El sueño de independencia que se convirtió en un laberinto

Hace más de quince años, Rusia inició la construcción del cosmodromo de Vostochni, una gigantesca base espacial en el extremo oriente del país. La meta era clara: dejar atrás la dependencia del mítico Baikonur, el histórico sitio de lanzamientos en Kazajistán, símbolo de la era soviética y de una cooperación que Moscú ya no quería sostener.
El proyecto debía representar la autosuficiencia rusa y generar miles de empleos, con promesas de decenas de lanzamientos al año. Sin embargo, pronto se convirtió en un símbolo opuesto: un recordatorio de la burocracia, la mala gestión y los escándalos financieros que erosionan los grandes sueños nacionales.
Entre huelgas de hambre, salarios impagos y denuncias de desvío de fondos, el proyecto se fue hundiendo. Las investigaciones oficiales calculan más de 120 millones de dólares malversados desde el inicio. Cada intento del gobierno por “restablecer el orden” solo reveló nuevas grietas en la estructura del poder que lo sostenía.
Luces apagadas en el corazón del espacio ruso
A pesar del caos, dos plataformas de lanzamiento llegaron a completarse: una para las veteranas naves Soyuz (en 2016) y otra para el moderno lanzador Angara (en 2024). Pero el progreso no fue suficiente para mantener encendido el sueño.
La constructora PSO Kazan, encargada de buena parte de las obras, acaba de sufrir un golpe humillante: el proveedor local le cortó el suministro eléctrico por una deuda de más de 627.000 dólares. Sin electricidad, los trabajos se paralizan y las amenazas de quiebra ya están sobre la mesa.
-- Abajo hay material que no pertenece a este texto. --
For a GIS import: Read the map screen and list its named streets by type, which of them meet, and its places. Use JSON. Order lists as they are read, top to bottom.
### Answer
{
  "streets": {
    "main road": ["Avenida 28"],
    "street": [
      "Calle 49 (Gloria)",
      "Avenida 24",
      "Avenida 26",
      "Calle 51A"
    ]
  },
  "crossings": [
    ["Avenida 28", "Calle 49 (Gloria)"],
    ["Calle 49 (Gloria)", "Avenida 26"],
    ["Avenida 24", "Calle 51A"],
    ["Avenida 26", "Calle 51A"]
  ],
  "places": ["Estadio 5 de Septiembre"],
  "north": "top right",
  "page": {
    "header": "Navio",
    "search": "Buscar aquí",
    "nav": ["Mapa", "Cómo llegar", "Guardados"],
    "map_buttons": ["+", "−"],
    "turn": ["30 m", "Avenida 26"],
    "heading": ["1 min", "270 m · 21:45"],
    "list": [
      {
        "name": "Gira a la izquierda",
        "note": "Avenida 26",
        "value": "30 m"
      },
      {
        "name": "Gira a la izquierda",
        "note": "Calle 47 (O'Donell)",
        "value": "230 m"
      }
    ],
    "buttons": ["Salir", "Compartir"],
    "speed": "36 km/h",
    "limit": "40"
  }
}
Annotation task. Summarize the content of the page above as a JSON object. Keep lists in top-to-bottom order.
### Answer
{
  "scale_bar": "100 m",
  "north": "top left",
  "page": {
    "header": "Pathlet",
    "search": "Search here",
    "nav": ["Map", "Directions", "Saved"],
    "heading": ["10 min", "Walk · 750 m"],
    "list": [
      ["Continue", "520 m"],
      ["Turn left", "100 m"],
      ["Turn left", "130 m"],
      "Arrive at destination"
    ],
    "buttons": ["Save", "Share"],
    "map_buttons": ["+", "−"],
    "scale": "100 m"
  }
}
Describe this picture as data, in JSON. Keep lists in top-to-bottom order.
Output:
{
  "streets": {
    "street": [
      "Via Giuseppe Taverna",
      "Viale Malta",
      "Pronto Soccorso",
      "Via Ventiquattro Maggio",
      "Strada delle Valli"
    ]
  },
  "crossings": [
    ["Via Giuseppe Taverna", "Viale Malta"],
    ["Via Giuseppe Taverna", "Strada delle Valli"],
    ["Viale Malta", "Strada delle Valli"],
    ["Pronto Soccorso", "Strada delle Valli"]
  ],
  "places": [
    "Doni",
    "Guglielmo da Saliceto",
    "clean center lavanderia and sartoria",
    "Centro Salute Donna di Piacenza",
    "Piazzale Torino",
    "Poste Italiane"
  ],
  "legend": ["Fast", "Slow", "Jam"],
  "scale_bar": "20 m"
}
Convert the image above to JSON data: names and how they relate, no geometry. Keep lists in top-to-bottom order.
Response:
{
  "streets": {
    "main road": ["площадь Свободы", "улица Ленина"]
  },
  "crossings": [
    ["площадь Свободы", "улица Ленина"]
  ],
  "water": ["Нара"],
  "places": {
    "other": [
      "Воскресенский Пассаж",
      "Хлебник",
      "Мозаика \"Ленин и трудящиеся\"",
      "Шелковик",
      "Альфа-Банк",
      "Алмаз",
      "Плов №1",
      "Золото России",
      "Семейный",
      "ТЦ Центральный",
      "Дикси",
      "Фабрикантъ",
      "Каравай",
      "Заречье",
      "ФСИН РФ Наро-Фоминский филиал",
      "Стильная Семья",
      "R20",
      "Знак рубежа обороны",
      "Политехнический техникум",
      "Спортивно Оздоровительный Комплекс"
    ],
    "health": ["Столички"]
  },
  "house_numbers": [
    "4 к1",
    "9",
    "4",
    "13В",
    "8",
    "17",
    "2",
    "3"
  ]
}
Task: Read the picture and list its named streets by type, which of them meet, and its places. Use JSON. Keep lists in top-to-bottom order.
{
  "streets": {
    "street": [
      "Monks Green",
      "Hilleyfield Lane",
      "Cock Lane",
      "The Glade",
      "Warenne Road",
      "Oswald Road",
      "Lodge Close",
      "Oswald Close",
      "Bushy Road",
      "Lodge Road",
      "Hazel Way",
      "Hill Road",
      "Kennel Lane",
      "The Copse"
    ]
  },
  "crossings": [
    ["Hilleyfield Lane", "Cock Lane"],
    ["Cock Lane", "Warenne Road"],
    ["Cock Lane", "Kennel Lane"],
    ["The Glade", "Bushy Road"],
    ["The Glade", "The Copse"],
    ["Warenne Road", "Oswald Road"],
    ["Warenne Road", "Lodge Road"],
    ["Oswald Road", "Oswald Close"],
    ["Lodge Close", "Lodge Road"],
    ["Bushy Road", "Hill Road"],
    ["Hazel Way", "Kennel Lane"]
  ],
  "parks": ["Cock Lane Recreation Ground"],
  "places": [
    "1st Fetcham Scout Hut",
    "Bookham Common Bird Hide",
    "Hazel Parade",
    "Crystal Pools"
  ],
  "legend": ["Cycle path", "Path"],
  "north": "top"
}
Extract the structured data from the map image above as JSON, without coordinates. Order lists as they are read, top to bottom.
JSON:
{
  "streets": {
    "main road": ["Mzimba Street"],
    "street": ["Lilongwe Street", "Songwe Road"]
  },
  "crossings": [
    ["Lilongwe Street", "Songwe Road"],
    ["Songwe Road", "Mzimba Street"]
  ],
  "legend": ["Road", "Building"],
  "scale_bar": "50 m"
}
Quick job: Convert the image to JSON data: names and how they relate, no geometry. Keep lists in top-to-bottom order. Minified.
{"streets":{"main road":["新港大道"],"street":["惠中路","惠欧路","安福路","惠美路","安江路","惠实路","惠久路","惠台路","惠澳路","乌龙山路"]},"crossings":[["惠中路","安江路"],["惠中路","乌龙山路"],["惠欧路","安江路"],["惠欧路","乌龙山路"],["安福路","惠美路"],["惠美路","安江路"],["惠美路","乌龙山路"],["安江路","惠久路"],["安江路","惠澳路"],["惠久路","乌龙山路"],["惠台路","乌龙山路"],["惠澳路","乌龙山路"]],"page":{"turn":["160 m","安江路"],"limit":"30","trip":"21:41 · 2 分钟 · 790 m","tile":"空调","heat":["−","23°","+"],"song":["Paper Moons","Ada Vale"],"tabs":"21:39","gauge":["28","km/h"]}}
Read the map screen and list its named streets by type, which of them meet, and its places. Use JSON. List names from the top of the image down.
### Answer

La ironía es amarga. PSO Kazan había sido inicialmente excluida del proyecto por supuestos vínculos con actividades criminales y reiterados retrasos. Pero Roscosmos, la agencia espacial rusa, terminó recurriendo a ella cuando ninguna otra empresa aceptó las condiciones del contrato, consideradas imposibles de cumplir. Desde el lanzamiento inaugural del cohete Angara, nada más ha despegado del reluciente (y ahora silencioso) complejo.
Cuando la oscuridad simboliza el ocaso
El apagón de Vostochni no es solo una anécdota burocrática: es la metáfora perfecta de un país que fue pionero del espacio y hoy lucha por mantenerse a flote. Las sanciones internacionales, la falta de piezas importadas y la fuga de ingenieros han dejado a la industria aeroespacial rusa en una crisis profunda.
Mientras tanto, el resto del mundo avanza a un ritmo vertiginoso. SpaceX lanza cohetes reutilizables cada semana, China consolida su presencia lunar, la NASA prepara misiones a Marte y hasta India multiplica sus éxitos orbitales. En comparación, la otrora orgullosa Rusia parece atrapada en un pasado que ya no despega.
El cosmodromo de Vostochni debía ser la luz de un nuevo amanecer tecnológico. En cambio, se ha convertido en un recordatorio sombrío: incluso los imperios que una vez tocaron las estrellas pueden quedarse a oscuras si su propio sistema los apaga desde dentro.